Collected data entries

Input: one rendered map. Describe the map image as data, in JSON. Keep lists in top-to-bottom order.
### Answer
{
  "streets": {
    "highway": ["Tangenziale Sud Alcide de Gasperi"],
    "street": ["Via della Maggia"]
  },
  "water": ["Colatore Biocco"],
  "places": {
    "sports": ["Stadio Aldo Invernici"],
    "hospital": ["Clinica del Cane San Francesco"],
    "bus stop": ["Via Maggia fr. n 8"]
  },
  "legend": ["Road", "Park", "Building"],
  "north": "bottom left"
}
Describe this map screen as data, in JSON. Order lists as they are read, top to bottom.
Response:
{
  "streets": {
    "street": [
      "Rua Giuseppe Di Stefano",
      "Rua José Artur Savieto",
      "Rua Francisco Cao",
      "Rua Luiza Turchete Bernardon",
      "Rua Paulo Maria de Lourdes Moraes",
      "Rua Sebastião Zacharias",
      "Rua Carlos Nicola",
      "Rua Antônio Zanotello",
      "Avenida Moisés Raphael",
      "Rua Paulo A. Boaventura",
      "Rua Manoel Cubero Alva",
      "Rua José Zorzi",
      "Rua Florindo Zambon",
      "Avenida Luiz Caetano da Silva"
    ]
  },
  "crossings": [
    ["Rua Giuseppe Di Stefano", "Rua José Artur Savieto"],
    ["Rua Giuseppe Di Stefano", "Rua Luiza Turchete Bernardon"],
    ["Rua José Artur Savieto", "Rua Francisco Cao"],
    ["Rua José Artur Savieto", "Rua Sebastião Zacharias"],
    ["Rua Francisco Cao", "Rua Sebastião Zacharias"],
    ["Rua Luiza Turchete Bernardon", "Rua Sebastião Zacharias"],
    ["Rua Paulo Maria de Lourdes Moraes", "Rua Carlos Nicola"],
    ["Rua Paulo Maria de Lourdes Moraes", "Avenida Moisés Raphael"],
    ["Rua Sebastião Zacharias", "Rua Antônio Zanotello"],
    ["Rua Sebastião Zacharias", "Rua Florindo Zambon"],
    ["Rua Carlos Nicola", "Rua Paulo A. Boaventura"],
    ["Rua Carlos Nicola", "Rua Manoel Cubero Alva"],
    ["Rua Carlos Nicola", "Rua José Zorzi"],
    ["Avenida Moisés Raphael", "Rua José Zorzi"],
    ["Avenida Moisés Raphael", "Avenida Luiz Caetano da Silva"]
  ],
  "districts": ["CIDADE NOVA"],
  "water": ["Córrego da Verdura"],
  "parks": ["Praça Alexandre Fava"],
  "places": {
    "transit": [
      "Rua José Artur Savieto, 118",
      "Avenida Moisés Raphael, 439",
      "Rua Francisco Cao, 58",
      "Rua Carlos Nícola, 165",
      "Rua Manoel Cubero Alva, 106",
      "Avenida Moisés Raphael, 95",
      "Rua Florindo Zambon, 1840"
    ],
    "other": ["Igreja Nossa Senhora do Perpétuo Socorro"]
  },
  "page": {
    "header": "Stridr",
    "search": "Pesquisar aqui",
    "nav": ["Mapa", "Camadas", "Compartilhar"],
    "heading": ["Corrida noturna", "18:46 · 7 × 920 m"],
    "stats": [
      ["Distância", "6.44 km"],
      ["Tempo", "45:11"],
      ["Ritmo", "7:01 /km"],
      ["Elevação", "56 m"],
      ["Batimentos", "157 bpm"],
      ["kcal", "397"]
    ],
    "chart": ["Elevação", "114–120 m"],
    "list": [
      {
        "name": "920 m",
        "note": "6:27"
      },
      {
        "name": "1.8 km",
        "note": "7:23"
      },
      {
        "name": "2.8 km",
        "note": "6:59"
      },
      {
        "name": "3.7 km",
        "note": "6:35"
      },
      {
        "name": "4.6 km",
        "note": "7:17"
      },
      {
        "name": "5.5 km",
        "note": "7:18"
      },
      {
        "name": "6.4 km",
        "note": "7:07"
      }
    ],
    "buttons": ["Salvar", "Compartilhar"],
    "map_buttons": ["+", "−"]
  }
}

### Work instruction
This calls for repeating all of the records, character for character.

### Expected answer
Input: one rendered map. Describe the map image as data, in JSON. Keep lists in top-to-bottom order.
### Answer
{
  "streets": {
    "highway": ["Tangenziale Sud Alcide de Gasperi"],
    "street": ["Via della Maggia"]
  },
  "water": ["Colatore Biocco"],
  "places": {
    "sports": ["Stadio Aldo Invernici"],
    "hospital": ["Clinica del Cane San Francesco"],
    "bus stop": ["Via Maggia fr. n 8"]
  },
  "legend": ["Road", "Park", "Building"],
  "north": "bottom left"
}
Describe this map screen as data, in JSON. Order lists as they are read, top to bottom.
Response:
{
  "streets": {
    "street": [
      "Rua Giuseppe Di Stefano",
      "Rua José Artur Savieto",
      "Rua Francisco Cao",
      "Rua Luiza Turchete Bernardon",
      "Rua Paulo Maria de Lourdes Moraes",
      "Rua Sebastião Zacharias",
      "Rua Carlos Nicola",
      "Rua Antônio Zanotello",
      "Avenida Moisés Raphael",
      "Rua Paulo A. Boaventura",
      "Rua Manoel Cubero Alva",
      "Rua José Zorzi",
      "Rua Florindo Zambon",
      "Avenida Luiz Caetano da Silva"
    ]
  },
  "crossings": [
    ["Rua Giuseppe Di Stefano", "Rua José Artur Savieto"],
    ["Rua Giuseppe Di Stefano", "Rua Luiza Turchete Bernardon"],
    ["Rua José Artur Savieto", "Rua Francisco Cao"],
    ["Rua José Artur Savieto", "Rua Sebastião Zacharias"],
    ["Rua Francisco Cao", "Rua Sebastião Zacharias"],
    ["Rua Luiza Turchete Bernardon", "Rua Sebastião Zacharias"],
    ["Rua Paulo Maria de Lourdes Moraes", "Rua Carlos Nicola"],
    ["Rua Paulo Maria de Lourdes Moraes", "Avenida Moisés Raphael"],
    ["Rua Sebastião Zacharias", "Rua Antônio Zanotello"],
    ["Rua Sebastião Zacharias", "Rua Florindo Zambon"],
    ["Rua Carlos Nicola", "Rua Paulo A. Boaventura"],
    ["Rua Carlos Nicola", "Rua Manoel Cubero Alva"],
    ["Rua Carlos Nicola", "Rua José Zorzi"],
    ["Avenida Moisés Raphael", "Rua José Zorzi"],
    ["Avenida Moisés Raphael", "Avenida Luiz Caetano da Silva"]
  ],
  "districts": ["CIDADE NOVA"],
  "water": ["Córrego da Verdura"],
  "parks": ["Praça Alexandre Fava"],
  "places": {
    "transit": [
      "Rua José Artur Savieto, 118",
      "Avenida Moisés Raphael, 439",
      "Rua Francisco Cao, 58",
      "Rua Carlos Nícola, 165",
      "Rua Manoel Cubero Alva, 106",
      "Avenida Moisés Raphael, 95",
      "Rua Florindo Zambon, 1840"
    ],
    "other": ["Igreja Nossa Senhora do Perpétuo Socorro"]
  },
  "page": {
    "header": "Stridr",
    "search": "Pesquisar aqui",
    "nav": ["Mapa", "Camadas", "Compartilhar"],
    "heading": ["Corrida noturna", "18:46 · 7 × 920 m"],
    "stats": [
      ["Distância", "6.44 km"],
      ["Tempo", "45:11"],
      ["Ritmo", "7:01 /km"],
      ["Elevação", "56 m"],
      ["Batimentos", "157 bpm"],
      ["kcal", "397"]
    ],
    "chart": ["Elevação", "114–120 m"],
    "list": [
      {
        "name": "920 m",
        "note": "6:27"
      },
      {
        "name": "1.8 km",
        "note": "7:23"
      },
      {
        "name": "2.8 km",
        "note": "6:59"
      },
      {
        "name": "3.7 km",
        "note": "6:35"
      },
      {
        "name": "4.6 km",
        "note": "7:17"
      },
      {
        "name": "5.5 km",
        "note": "7:18"
      },
      {
        "name": "6.4 km",
        "note": "7:07"
      }
    ],
    "buttons": ["Salvar", "Compartilhar"],
    "map_buttons": ["+", "−"]
  }
}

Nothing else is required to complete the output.